A caution: Should you decide to head to the refrigerator without taking off a brand new pair of glasses, you may want to use a spotter. After stumbling into the kitchen and grasping the counter for support, I wisely chose to remove all glasses until I was safely seated. First mishap avoided.

  Caution two: Warn "newbie-wearers" not to accidentally glance past their reading material. Was quite startled when an errant gaze revealed the suddenly enormous Cheerios floating in my cereal bowl. Eating with glasses may prove to be more effective than the South Beach Diet.

 

Turns out it's pretty easy to arrange a surprise birthday gathering if the victim is overly absorbed in the weekend crossword.

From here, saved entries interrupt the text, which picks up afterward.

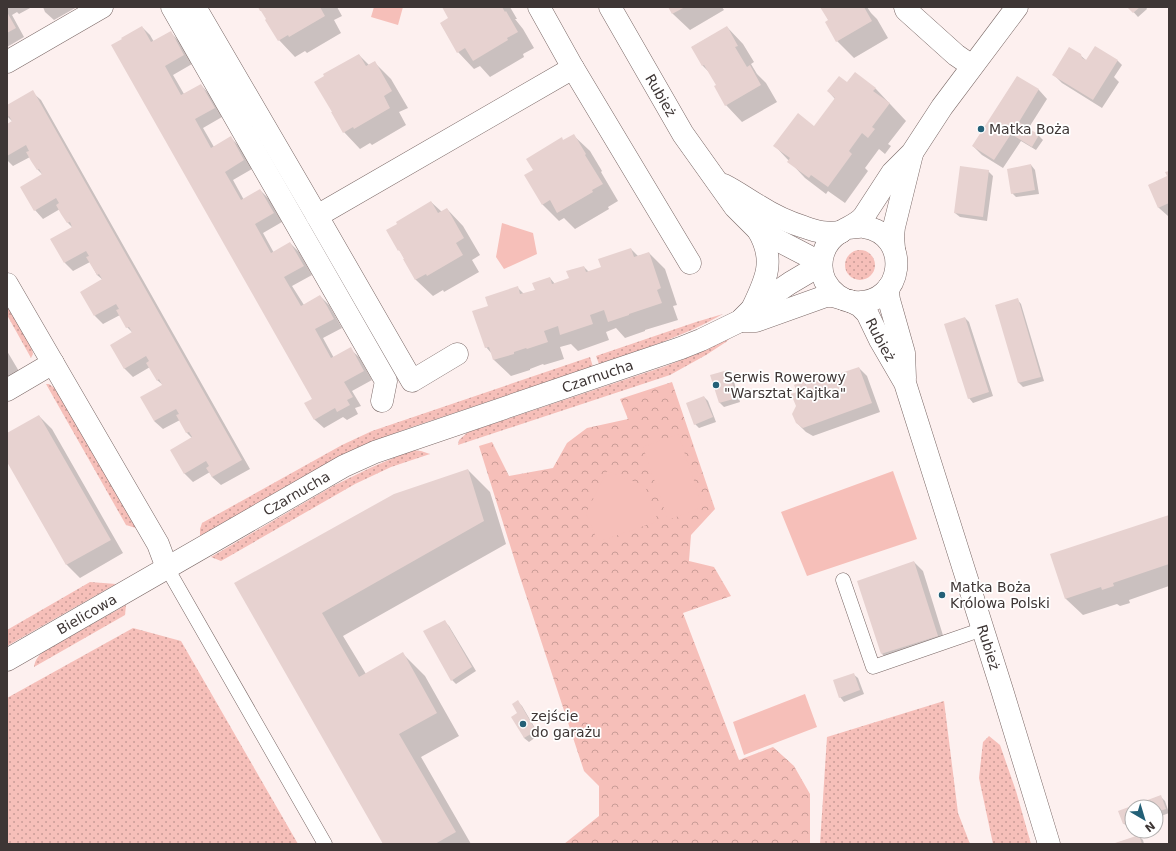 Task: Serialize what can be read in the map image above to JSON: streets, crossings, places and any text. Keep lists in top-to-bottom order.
{
  "streets": {
    "street": ["Rubież", "Czarnucha", "Bielicowa"]
  },
  "crossings": [
    ["Rubież", "Czarnucha"],
    ["Czarnucha", "Bielicowa"]
  ],
  "places": [
    "Matka Boża",
    "Serwis Rowerowy \"Warsztat Kajtka\"",
    "Matka Boża Królowa Polski",
    "zejście do garażu"
  ],
  "north": "bottom right"
} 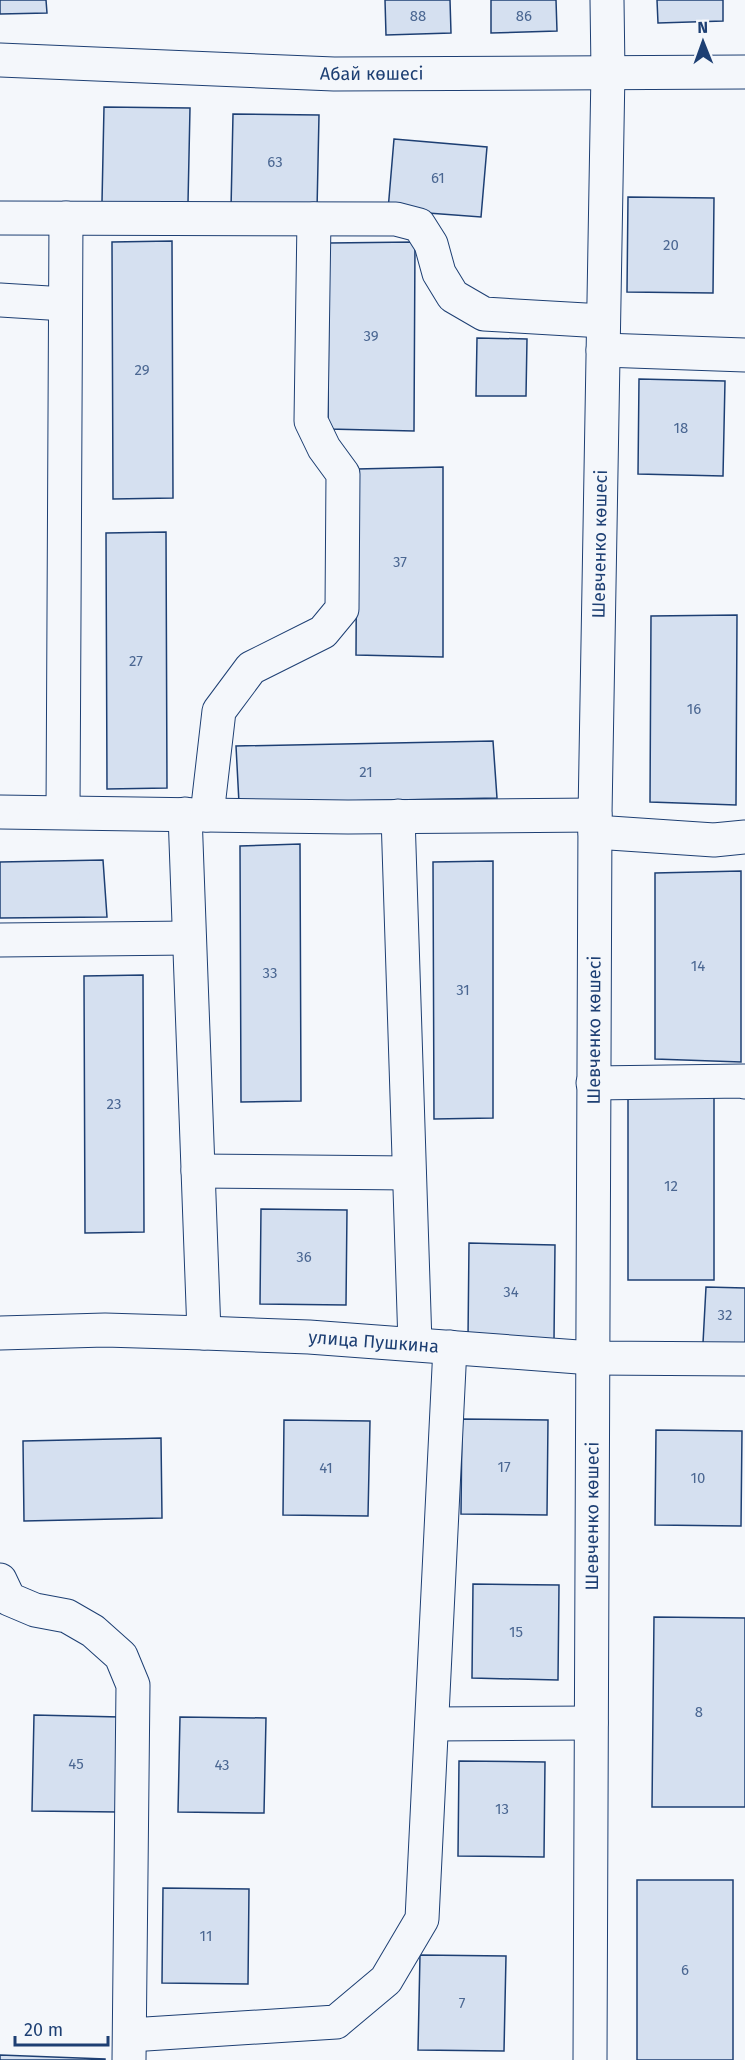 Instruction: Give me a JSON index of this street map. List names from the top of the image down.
{
  "streets": {
    "street": ["Абай көшесі", "Шевченко көшесі", "улица Пушкина"]
  },
  "crossings": [
    ["Абай көшесі", "Шевченко көшесі"],
    ["Шевченко көшесі", "улица Пушкина"]
  ],
  "house_numbers": [
    "88",
    "86",
    "63",
    "61",
    "20",
    "39",
    "29",
    "18",
    "37",
    "27",
    "16",
    "21",
    "14",
    "33",
    "31",
    "23",
    "12",
    "36",
    "34",
    "32",
    "17",
    "41",
    "10",
    "15",
    "8",
    "45",
    "43",
    "13",
    "11",
    "6",
    "7"
  ],
  "scale_bar": "20 m",
  "north": "top"
} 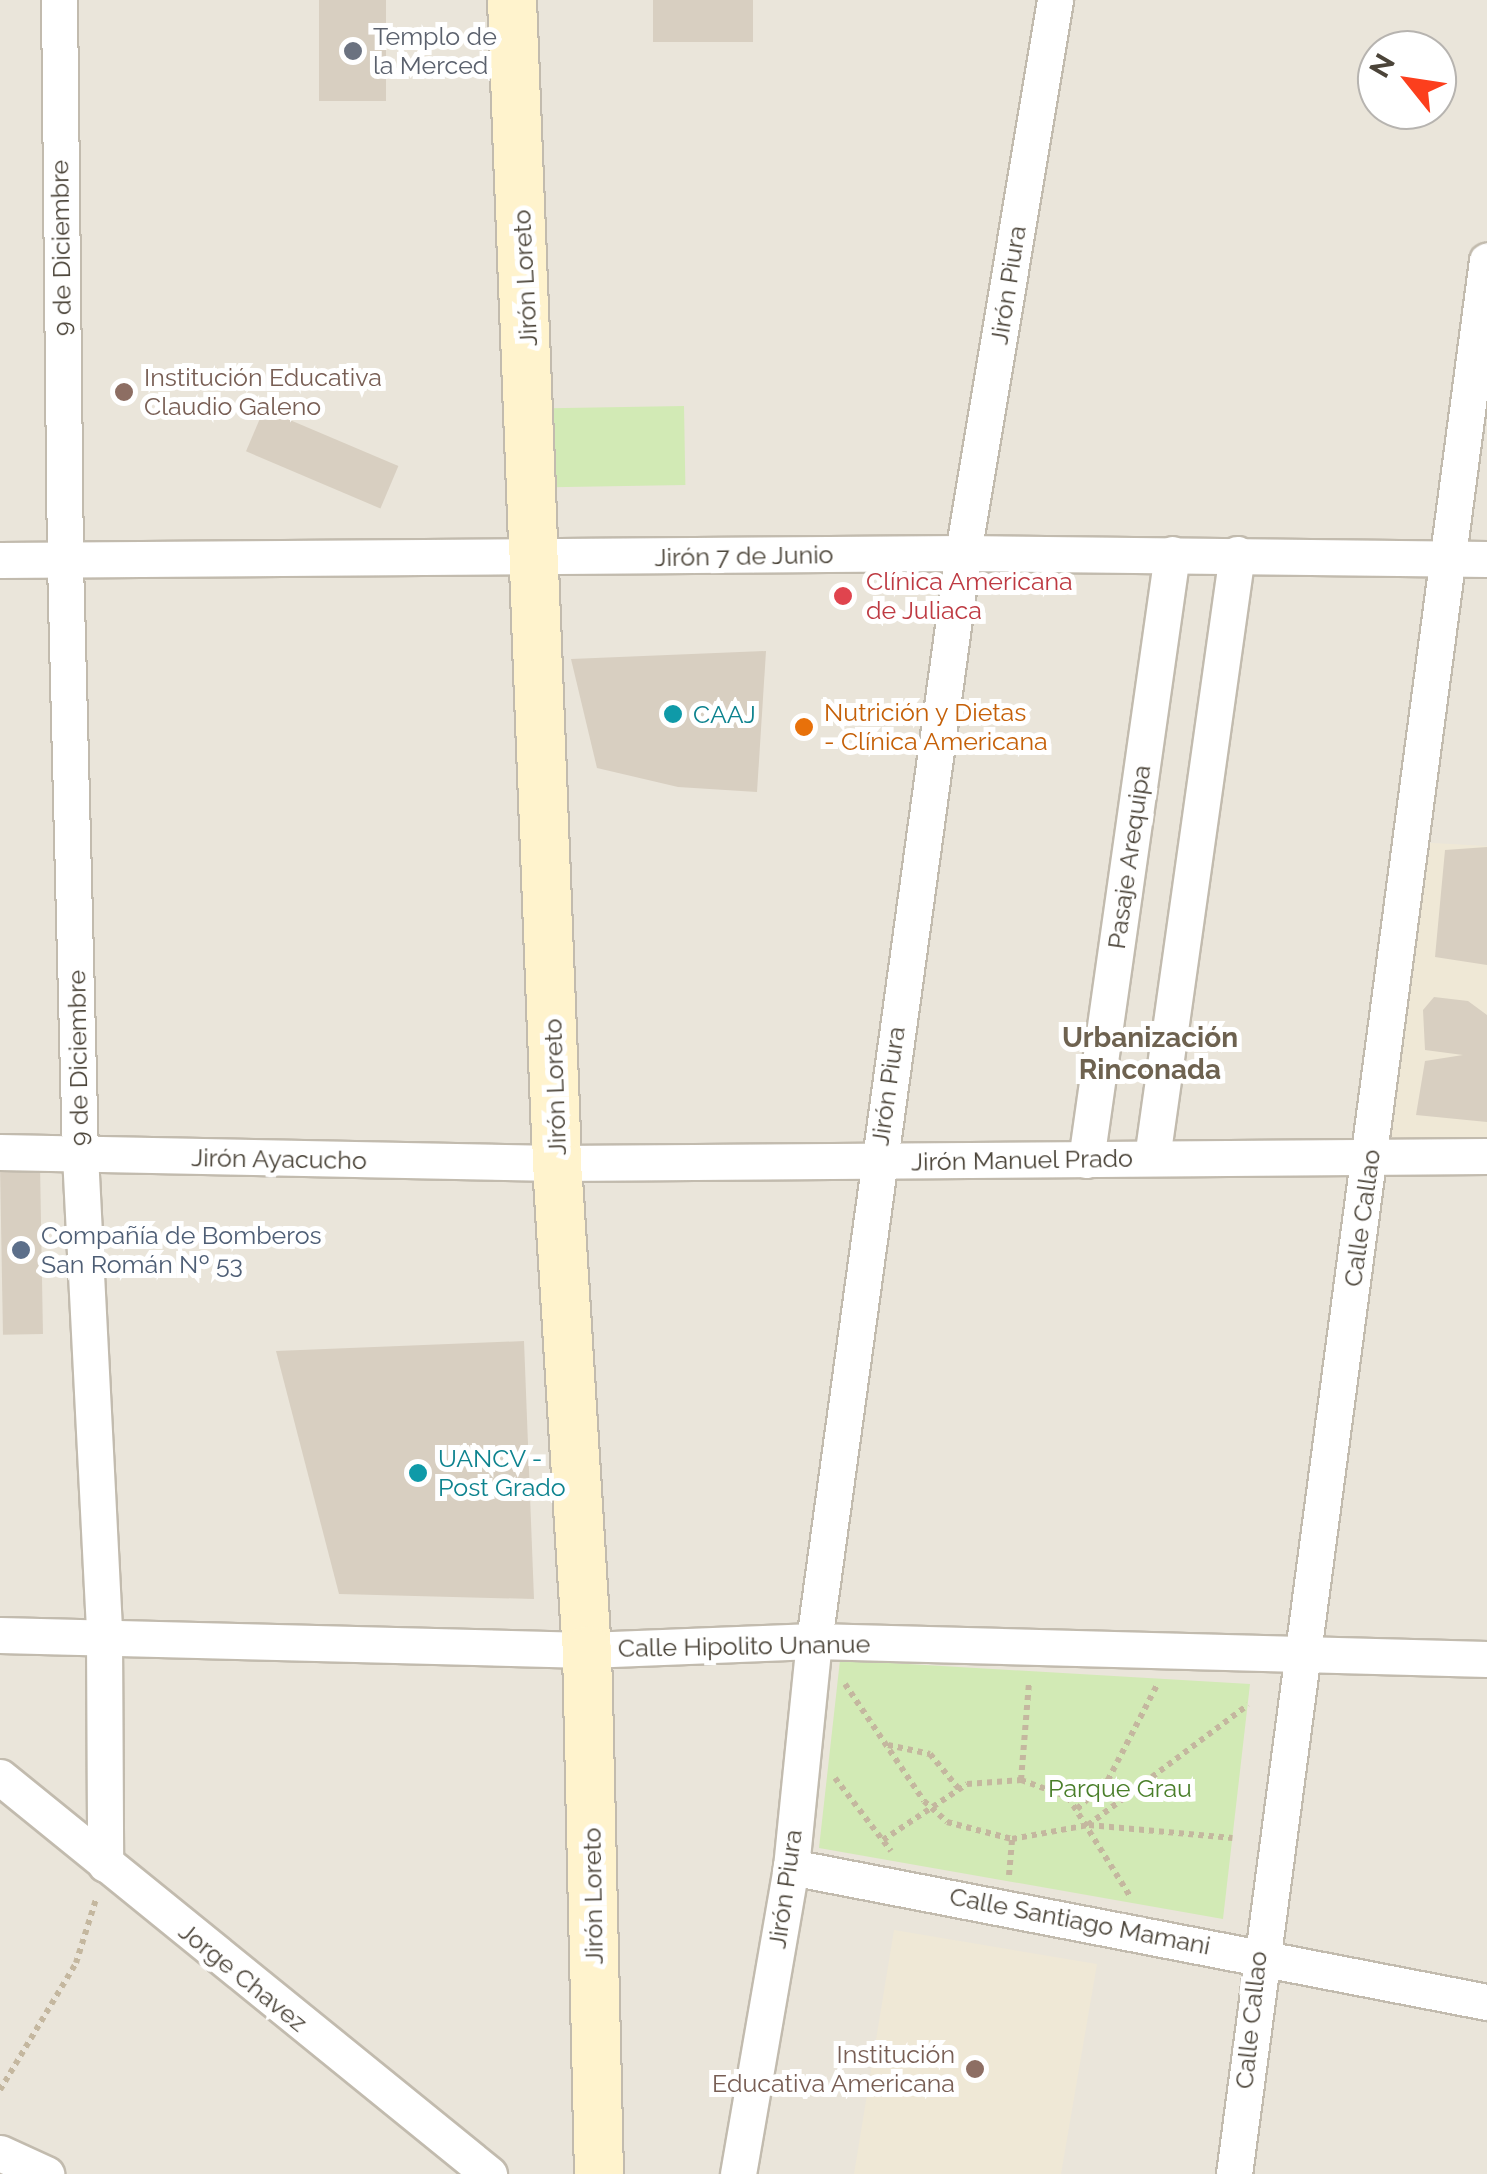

When my sweetie pie realized most of my own friends and family were too stodgy and/or otherwise engaged to make the trip north to help celebrate, she graciously arranged to let me borrow hers for the day.

 

Still not sure why she coaxed all those good people to freeze the afternoon away on a windy bluff in Stanley Park. Pretty sure the how was the promise of a fantastic cake. To anyone considering opening a dessert shop, may I suggest the name Big-Ass Cakes? Deliver on the business name and loyal customers will soon hold up their end of the bargain.

 

After realizing I hadn't automatically acquired any new-found wisdom at fifty, I decided to pursue knowledge. Another tip: If one's immediate goal is knowledge, don't begin with quantum mechanics or string theory. I suspect wanting to believe in an eleven-dimensional multiverse is not so much the yearning to understand higher-level physics as it is the dwindling hope of a potential reunion with my long-lost sleeping bag in some intergalactic nexus of the cosmos.

 

The list of cartoon friends grows. Long-time readers may remember that the old universe of several years ago, before ducks knew to make police calls, was populated with inflatable, frog-voiced, and/or two-dimensional line drawing figures for friends. This universe seems to be amassing people named Guy. A salmon fest attended by the Rubber Chicken Guy, the Checkerboard Guy, and two Gizmo Guys was providential. The concentration of guys per square meter apparently reached a critical mass that may have opened a hidden portal for achieving long-term goals. Checkerboard's rock pile was inspiring enough to finally build the labyrinth I have only mentally constructed for several years.

 

It's pretty great. Along with weight lifting, treadmill running, and juggling, every day includes time to walk the rinth. So far, not much spiritual progress to report. Have noticed all the dips and rises in what I used to think was a perfectly level yard. It is also a nice reminder to stop, enjoy and give thanks for being able to live in this wonderful area. The increased time wandering the front yard has the additional consequences of meeting my neighbors and strengthening the idea to plant lavender bushes. We shall see.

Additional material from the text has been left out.